In this modern world science is frequently reinvented, and sticky notes need to be pasted in outdated books to correct old paradigms. As described below, the platelet chapter needs a lot of sticky notes. Hopefully in the near future platelet parameters will be more carefully analyzed, because thus far, they only garner attention when numbers are too low, which could induce massive bleeding, or when they are too high, which causes overly active clotting.

Escaping the Nuclear Confines: Platelets Can Sustain Replication. A Paradigm Change

For most cells the nucleus takes center stage, as it controls the transcription of DNA to RNA. Consequently, the anucleated status of platelets has stereotyped them as cells without any replication potential [1]. Yet, the old concept that platelets cannot reproduce in the blood stream has been proven incorrect. Both fresh and stored platelets can produce functional progeny [2]. Thus, platelets are not so static and dead-end after all!
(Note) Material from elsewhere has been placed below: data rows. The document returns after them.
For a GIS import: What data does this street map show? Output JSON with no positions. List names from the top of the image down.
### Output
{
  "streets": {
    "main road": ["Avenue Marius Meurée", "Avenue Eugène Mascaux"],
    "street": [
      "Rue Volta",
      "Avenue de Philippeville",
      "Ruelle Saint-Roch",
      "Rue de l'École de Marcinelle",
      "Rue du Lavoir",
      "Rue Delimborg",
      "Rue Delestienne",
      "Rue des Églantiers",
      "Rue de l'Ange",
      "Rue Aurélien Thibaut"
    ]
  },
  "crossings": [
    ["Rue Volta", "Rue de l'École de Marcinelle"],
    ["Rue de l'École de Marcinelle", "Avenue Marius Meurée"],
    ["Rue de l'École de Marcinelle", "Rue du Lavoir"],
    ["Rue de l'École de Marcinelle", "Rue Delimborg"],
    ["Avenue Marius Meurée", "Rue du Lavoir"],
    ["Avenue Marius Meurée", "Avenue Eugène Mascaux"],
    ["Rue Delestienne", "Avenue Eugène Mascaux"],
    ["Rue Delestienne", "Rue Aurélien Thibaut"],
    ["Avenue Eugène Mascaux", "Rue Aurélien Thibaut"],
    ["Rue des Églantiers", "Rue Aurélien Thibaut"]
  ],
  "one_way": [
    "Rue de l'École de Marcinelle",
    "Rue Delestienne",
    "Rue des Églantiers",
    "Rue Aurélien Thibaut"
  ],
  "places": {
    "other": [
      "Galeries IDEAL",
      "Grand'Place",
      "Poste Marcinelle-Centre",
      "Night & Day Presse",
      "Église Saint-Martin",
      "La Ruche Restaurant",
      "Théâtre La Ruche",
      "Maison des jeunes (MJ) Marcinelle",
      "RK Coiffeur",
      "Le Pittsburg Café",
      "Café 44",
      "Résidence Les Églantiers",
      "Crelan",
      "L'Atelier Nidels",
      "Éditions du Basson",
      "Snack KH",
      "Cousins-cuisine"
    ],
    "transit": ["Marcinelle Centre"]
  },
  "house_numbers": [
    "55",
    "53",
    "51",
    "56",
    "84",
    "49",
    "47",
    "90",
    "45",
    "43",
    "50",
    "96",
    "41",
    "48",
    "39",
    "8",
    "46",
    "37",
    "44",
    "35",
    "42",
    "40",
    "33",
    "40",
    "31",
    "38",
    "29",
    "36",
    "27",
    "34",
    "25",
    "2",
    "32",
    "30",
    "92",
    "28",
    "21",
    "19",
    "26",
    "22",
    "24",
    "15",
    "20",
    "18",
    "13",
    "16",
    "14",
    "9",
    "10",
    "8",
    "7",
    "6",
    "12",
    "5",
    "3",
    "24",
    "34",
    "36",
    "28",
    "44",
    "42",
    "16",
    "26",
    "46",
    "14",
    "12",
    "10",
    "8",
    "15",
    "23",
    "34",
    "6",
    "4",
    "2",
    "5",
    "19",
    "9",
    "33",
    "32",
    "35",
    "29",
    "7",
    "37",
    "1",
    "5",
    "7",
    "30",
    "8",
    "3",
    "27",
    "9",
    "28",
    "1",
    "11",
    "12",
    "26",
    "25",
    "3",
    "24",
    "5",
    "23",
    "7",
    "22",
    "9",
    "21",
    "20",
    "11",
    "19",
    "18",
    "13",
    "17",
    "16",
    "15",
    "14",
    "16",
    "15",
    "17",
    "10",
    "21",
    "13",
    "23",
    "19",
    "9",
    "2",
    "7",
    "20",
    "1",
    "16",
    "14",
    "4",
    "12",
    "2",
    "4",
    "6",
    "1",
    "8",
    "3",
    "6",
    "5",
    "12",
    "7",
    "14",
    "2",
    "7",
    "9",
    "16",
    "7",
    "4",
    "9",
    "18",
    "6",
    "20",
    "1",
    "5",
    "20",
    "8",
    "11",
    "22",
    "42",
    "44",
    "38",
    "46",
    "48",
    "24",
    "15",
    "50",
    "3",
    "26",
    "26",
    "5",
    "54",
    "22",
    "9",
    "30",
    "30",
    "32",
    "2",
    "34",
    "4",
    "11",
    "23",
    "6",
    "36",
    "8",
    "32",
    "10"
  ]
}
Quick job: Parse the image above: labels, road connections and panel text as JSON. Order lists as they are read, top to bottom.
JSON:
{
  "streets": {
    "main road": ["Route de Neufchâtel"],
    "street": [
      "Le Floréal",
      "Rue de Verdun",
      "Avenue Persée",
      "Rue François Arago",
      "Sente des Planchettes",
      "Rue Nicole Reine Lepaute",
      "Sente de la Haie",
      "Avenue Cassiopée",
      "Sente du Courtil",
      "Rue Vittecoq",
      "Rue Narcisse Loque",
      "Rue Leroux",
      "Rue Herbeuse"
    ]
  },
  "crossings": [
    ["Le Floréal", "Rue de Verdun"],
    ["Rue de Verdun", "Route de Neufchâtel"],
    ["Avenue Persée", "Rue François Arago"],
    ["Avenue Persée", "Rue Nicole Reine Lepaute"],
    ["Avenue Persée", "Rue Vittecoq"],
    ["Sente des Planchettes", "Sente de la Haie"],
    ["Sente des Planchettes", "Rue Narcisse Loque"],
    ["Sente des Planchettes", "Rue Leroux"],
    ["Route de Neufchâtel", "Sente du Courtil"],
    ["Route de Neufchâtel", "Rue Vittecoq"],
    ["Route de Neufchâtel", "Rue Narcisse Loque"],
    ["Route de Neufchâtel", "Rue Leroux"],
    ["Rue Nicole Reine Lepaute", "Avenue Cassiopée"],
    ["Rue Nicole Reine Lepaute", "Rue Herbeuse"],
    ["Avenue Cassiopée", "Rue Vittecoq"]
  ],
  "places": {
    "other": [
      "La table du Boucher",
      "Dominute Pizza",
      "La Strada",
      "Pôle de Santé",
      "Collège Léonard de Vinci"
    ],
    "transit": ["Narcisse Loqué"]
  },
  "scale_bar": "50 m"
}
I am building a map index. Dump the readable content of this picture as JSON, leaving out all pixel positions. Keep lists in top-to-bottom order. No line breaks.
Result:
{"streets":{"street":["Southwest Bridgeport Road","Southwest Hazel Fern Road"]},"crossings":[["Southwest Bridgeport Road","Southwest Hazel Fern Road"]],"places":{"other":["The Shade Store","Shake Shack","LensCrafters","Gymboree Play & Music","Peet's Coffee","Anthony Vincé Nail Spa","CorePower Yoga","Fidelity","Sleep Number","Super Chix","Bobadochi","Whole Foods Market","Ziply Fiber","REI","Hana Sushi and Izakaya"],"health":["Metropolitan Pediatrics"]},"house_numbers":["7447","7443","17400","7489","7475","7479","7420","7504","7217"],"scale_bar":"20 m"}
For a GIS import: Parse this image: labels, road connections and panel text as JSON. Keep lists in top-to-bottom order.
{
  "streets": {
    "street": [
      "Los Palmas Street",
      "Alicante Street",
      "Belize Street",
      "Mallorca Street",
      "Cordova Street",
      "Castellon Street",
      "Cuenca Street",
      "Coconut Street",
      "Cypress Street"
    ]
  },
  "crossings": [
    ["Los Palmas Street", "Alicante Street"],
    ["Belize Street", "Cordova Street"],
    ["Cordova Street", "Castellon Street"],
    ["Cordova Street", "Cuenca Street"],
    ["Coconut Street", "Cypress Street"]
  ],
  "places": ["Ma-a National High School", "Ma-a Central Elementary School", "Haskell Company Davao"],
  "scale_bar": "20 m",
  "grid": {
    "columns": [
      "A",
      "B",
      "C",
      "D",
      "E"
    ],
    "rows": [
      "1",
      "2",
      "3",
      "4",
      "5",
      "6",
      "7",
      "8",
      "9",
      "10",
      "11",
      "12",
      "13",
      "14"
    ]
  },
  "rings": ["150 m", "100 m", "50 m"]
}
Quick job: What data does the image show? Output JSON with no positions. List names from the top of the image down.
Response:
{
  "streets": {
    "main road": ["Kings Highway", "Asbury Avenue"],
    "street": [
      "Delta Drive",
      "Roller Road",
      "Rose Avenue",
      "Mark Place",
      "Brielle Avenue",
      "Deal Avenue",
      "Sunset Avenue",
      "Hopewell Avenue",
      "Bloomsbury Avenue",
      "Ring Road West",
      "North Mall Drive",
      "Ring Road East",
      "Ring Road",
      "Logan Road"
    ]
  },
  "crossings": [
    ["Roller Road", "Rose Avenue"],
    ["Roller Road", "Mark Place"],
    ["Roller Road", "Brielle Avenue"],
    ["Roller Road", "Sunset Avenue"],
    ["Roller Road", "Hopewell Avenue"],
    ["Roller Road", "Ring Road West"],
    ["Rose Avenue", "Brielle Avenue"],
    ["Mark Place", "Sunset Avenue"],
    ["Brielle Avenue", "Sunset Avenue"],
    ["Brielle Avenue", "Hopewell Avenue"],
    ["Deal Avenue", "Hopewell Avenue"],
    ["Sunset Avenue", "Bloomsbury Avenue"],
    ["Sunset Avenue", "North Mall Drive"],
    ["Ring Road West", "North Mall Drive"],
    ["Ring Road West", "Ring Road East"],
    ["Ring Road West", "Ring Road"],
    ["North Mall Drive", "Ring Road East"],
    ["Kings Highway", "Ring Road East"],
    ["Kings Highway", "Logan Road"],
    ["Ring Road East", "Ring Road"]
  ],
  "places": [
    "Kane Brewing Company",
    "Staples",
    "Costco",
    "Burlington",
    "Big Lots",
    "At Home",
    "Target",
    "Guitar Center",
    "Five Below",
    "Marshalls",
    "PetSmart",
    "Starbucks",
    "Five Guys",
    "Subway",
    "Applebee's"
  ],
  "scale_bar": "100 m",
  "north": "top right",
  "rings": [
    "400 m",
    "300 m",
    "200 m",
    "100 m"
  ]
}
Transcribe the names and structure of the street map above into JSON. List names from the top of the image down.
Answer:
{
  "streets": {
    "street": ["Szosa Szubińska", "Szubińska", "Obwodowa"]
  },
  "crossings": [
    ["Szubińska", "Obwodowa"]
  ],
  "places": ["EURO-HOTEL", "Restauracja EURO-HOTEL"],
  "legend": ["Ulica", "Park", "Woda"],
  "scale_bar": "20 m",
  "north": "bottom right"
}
The newly recognized capacity for platelets to replicate raises the possibility that pathogens can also reproduce inside platelets. Newman’s group demonstrated that messenger RNA (mRNA) reside in platelets. Additional studies provide evidence that platelets synthesize biologically relevant proteins, which are regulated via gene expression programs at the translational level [3]. This process does not require a nucleus: platelets contain ribosomes, essential spliceosome factors, small nuclear RNAs, endogenous pre-mRNAs, and translational factors necessary for protein synthesis [3-9].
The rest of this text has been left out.